Collected data:

»»

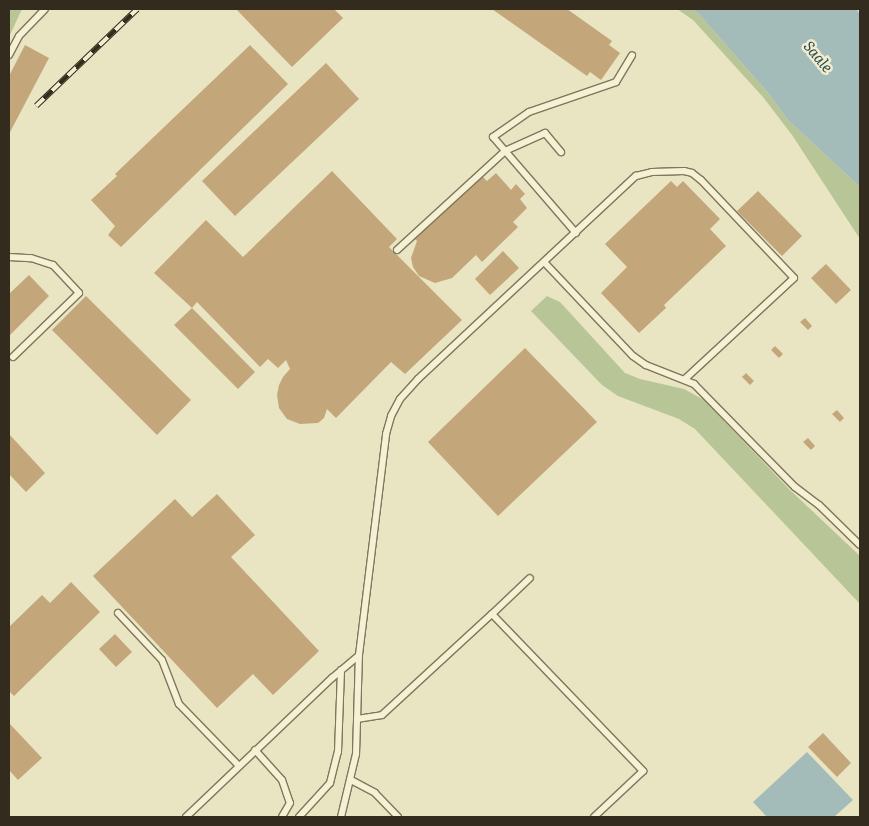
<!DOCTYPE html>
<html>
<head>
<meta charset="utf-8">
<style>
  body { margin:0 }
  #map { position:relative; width:869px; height:826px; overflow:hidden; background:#e9e4c2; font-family:Literata,serif }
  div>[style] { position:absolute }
  .green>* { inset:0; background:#b8c697 }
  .water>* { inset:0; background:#a4bcb9 }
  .building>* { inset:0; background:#c4a67b }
  .roads { filter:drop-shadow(1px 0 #81765b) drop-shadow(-1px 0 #81765b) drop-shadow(0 1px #81765b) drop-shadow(0 -1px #81765b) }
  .service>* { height:6px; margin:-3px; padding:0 3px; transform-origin:3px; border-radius:3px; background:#f5f1d4 }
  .rail>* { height:5.5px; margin-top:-2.75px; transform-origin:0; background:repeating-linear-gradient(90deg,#f1eed0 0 11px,#322b1e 0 22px); box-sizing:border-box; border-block:1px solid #322b1e }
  span { translate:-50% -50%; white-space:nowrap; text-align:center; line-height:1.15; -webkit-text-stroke:5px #f1eed0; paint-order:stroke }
  .water-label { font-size:15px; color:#2e4d51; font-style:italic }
  .frame { position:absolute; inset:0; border:10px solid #322b1e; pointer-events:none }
</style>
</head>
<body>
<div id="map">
  <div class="green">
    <div style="clip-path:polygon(9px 9px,22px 9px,9px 37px)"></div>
    <div style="clip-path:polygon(677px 9px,691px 9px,698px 13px,769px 94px,788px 120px,860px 187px,860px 239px,792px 135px,763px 97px,693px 20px)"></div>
    <div style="clip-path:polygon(547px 296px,560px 302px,625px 373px,640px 379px,684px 389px,704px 400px,790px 490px,860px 556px,860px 604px,695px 429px,679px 419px,618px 396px,602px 385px,531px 311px)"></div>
  </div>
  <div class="water">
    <div style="clip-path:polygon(691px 9px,856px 9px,860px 14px,860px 187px,788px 120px,769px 94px,698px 13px)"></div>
    <div style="clip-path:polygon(807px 752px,853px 800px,834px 817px,767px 817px,753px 802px)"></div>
  </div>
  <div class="building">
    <div style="clip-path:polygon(236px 9px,334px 9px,343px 18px,292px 67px)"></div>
    <div style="clip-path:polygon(492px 9px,567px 9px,612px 41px,609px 45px,620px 53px,601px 80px,590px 72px,587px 76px)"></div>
    <div style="clip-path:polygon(25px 45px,49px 58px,9px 134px,9px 76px)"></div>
    <div style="clip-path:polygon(250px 45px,288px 84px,121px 247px,108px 235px,115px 226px,91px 200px,117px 176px,115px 174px)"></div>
    <div style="clip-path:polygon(326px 63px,359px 99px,235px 216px,202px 181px)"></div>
    <div style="clip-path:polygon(332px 171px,397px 239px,389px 247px,462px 320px,405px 374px,391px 362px,336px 418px,327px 409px,324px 418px,318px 423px,300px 424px,287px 419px,279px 408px,277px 395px,279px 385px,283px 377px,290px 369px,286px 360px,278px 368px,268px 359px,260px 367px,197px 302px,192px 308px,255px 372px,238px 389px,174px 325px,192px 308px,154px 273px,206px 220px,243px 257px)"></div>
    <div style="clip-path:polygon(496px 173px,511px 190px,516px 184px,525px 194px,520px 199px,527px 208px,513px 222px,518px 227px,482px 262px,476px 255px,452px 278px,435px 283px,419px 276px,413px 267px,411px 258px,417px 241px,413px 237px,481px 175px,487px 181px)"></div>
    <div style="clip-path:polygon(671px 181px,677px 187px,683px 181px,720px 219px,710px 229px,726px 246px,664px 305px,666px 308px,639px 333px,601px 293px,627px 267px,605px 244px)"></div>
    <div style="clip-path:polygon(758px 191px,802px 236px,782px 256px,737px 211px)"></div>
    <div style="clip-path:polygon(503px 251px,519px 268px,490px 295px,475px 279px)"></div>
    <div style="clip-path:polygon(826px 264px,851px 290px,836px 304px,811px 278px)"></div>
    <div style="clip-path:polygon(29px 275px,49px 296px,9px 336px,9px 294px)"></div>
    <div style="clip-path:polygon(86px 296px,191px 400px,157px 435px,52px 330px)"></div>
    <div style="clip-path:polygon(805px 318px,812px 326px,808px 330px,800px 322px)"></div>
    <div style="clip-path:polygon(775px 346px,783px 354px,779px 358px,771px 350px)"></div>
    <div style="clip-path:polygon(525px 348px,597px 422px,498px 516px,428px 442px)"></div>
    <div style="clip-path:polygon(746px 373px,754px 381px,750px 385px,742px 377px)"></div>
    <div style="clip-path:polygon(837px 410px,844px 418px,840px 422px,832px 414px)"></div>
    <div style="clip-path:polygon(9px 434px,45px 473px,26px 492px,9px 474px)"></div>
    <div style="clip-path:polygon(808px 438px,815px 446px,811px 450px,803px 442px)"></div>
    <div style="clip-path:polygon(217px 494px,255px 535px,231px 557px,319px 651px,273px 695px,253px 674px,217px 708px,93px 576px,175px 499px,192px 517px)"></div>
    <div style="clip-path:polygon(71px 582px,100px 612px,14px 696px,9px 691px,9px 627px,42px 595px,50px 603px)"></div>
    <div style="clip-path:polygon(115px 634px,132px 652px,116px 667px,99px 649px)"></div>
    <div style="clip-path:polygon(9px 723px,42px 758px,18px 780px,9px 770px)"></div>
    <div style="clip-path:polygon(823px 733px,851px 763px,837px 777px,808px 747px)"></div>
  </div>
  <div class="roads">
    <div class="service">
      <div style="left:9px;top:55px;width:21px;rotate:-62deg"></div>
      <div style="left:19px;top:36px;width:37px;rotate:-46deg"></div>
      <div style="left:576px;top:233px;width:127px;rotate:-130.8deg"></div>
      <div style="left:493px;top:137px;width:44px;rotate:-34.8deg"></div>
      <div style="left:529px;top:112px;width:92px;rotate:-19deg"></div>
      <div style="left:616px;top:82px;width:31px;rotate:-59deg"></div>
      <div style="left:397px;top:250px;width:147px;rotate:-42.5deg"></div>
      <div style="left:505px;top:151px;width:44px;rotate:-24.2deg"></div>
      <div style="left:545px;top:133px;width:25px;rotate:50deg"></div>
      <div style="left:9px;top:257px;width:22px;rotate:3deg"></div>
      <div style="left:31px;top:258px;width:23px;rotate:18deg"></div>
      <div style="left:53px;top:265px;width:38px;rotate:47deg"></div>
      <div style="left:79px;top:293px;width:92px;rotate:135.9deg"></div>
      <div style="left:544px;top:262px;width:129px;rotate:46.6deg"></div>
      <div style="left:633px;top:356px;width:16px;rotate:35deg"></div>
      <div style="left:646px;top:365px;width:52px;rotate:21.6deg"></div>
      <div style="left:694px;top:384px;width:144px;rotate:45.6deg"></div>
      <div style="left:795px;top:487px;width:30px;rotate:37deg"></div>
      <div style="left:819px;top:505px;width:57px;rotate:44.3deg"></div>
      <div style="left:118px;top:613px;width:64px;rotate:46.9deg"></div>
      <div style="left:162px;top:660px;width:47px;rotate:68.9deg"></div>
      <div style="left:179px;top:704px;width:86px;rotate:45.9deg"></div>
      <div style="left:492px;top:614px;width:52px;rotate:-43.5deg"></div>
      <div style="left:357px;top:719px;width:25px;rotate:-9deg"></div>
      <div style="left:382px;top:715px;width:149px;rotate:-42.6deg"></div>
      <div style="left:492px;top:614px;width:218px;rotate:46.1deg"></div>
      <div style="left:643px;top:771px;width:67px;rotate:136.8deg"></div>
      <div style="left:255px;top:750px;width:40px;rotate:48deg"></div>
      <div style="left:282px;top:780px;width:24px;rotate:71deg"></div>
      <div style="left:290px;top:803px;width:16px;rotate:120deg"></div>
      <div style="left:351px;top:780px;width:27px;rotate:28deg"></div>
      <div style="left:375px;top:793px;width:33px;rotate:46deg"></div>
      <div style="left:186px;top:817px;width:202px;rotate:-43.6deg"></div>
      <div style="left:332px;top:678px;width:35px;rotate:-40deg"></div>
      <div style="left:299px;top:817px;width:46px;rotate:-47.6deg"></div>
      <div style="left:330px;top:783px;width:32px;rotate:-76deg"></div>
      <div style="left:338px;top:752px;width:82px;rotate:-87.9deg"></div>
      <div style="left:341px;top:817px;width:65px;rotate:-76.6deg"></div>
      <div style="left:356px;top:754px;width:99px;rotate:-88.3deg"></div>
      <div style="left:359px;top:655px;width:223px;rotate:-83deg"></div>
      <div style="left:386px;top:434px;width:19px;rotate:-74deg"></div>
      <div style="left:391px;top:416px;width:19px;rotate:-62deg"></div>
      <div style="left:400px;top:399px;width:27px;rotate:-48deg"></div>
      <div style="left:418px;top:379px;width:298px;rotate:-43deg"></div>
      <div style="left:636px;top:176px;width:16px;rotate:-14deg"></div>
      <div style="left:652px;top:172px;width:32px;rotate:-2deg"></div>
      <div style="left:684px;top:171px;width:8px;rotate:14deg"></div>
      <div style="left:692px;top:173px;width:11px;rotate:38deg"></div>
      <div style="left:701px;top:180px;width:135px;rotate:46.5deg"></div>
      <div style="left:794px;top:278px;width:149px;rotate:137.2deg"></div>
    </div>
  </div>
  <div class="rail">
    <div style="left:36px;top:106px;width:140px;rotate:-43.8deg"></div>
  </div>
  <div class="water-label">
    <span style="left:819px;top:56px;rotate:50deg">Saale</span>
  </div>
  <div class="frame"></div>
</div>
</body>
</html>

««

Exercise directions:
Where in the entries above does the word "service" appear? Copy each line that has it.

Written solution:
  .service>* { height:6px; margin:-3px; padding:0 3px; transform-origin:3px; border-radius:3px; background:#f5f1d4 }
    <div class="service">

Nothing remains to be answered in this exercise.